Work order. The required output is a verbatim transcription of the listing, pictures excluded.

Given records.
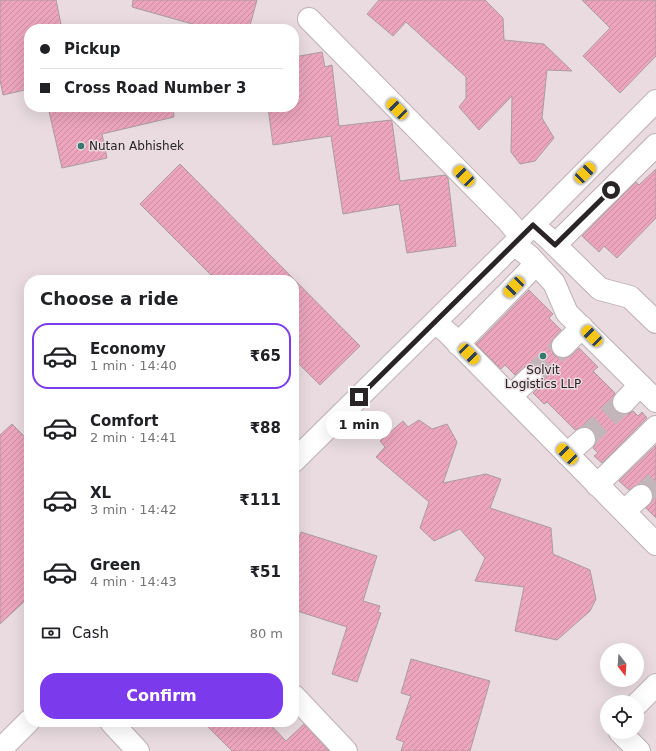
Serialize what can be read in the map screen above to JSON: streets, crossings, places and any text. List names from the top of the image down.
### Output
{
  "places": ["Nutan Abhishek", "Solvit Logistics LLP"],
  "north": "bottom",
  "page": {
    "banner": ["Pickup", "Cross Road Number 3"],
    "heading": "Choose a ride",
    "list": [
      {
        "name": "Economy",
        "note": "1 min · 14:40",
        "value": "₹65"
      },
      {
        "name": "Comfort",
        "note": "2 min · 14:41",
        "value": "₹88"
      },
      {
        "name": "XL",
        "note": "3 min · 14:42",
        "value": "₹111"
      },
      {
        "name": "Green",
        "note": "4 min · 14:43",
        "value": "₹51"
      }
    ],
    "bubble": "1 min",
    "pay": ["Cash", "80 m"],
    "buttons": "Confirm"
  }
}
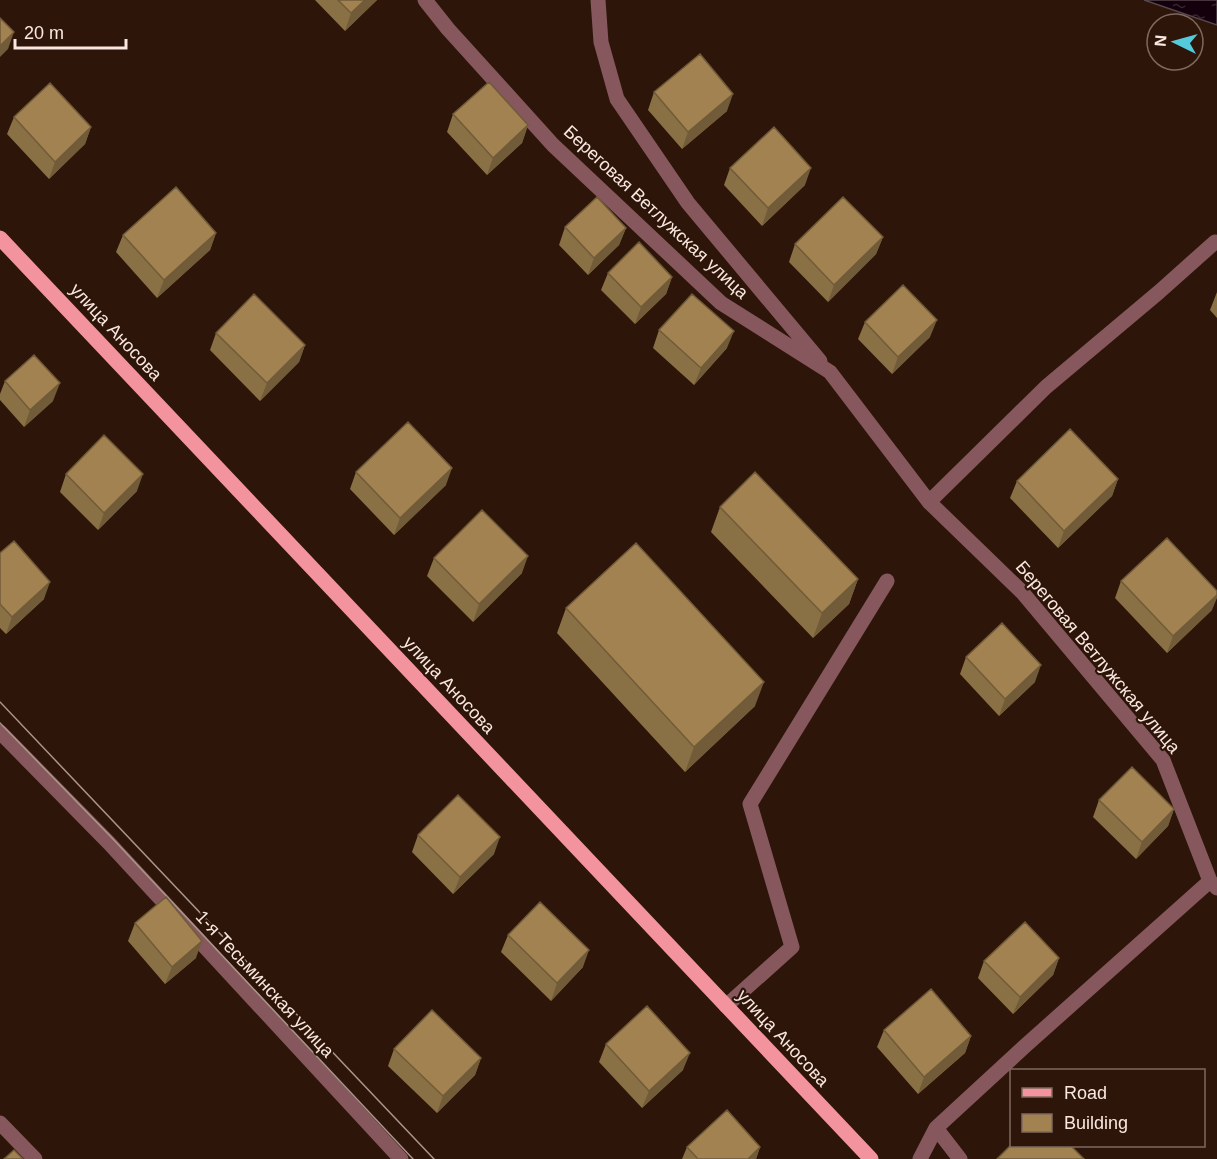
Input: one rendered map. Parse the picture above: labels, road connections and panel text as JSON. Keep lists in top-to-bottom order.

Solution for this task.
Serialize what can be read in the map screen above to JSON: streets, crossings, places and any text. List names from the top of the image down.
### Output
{
  "places": ["Nutan Abhishek", "Solvit Logistics LLP"],
  "north": "bottom",
  "page": {
    "banner": ["Pickup", "Cross Road Number 3"],
    "heading": "Choose a ride",
    "list": [
      {
        "name": "Economy",
        "note": "1 min · 14:40",
        "value": "₹65"
      },
      {
        "name": "Comfort",
        "note": "2 min · 14:41",
        "value": "₹88"
      },
      {
        "name": "XL",
        "note": "3 min · 14:42",
        "value": "₹111"
      },
      {
        "name": "Green",
        "note": "4 min · 14:43",
        "value": "₹51"
      }
    ],
    "bubble": "1 min",
    "pay": ["Cash", "80 m"],
    "buttons": "Confirm"
  }
}
Input: one rendered map. Parse the picture above: labels, road connections and panel text as JSON. Keep lists in top-to-bottom order.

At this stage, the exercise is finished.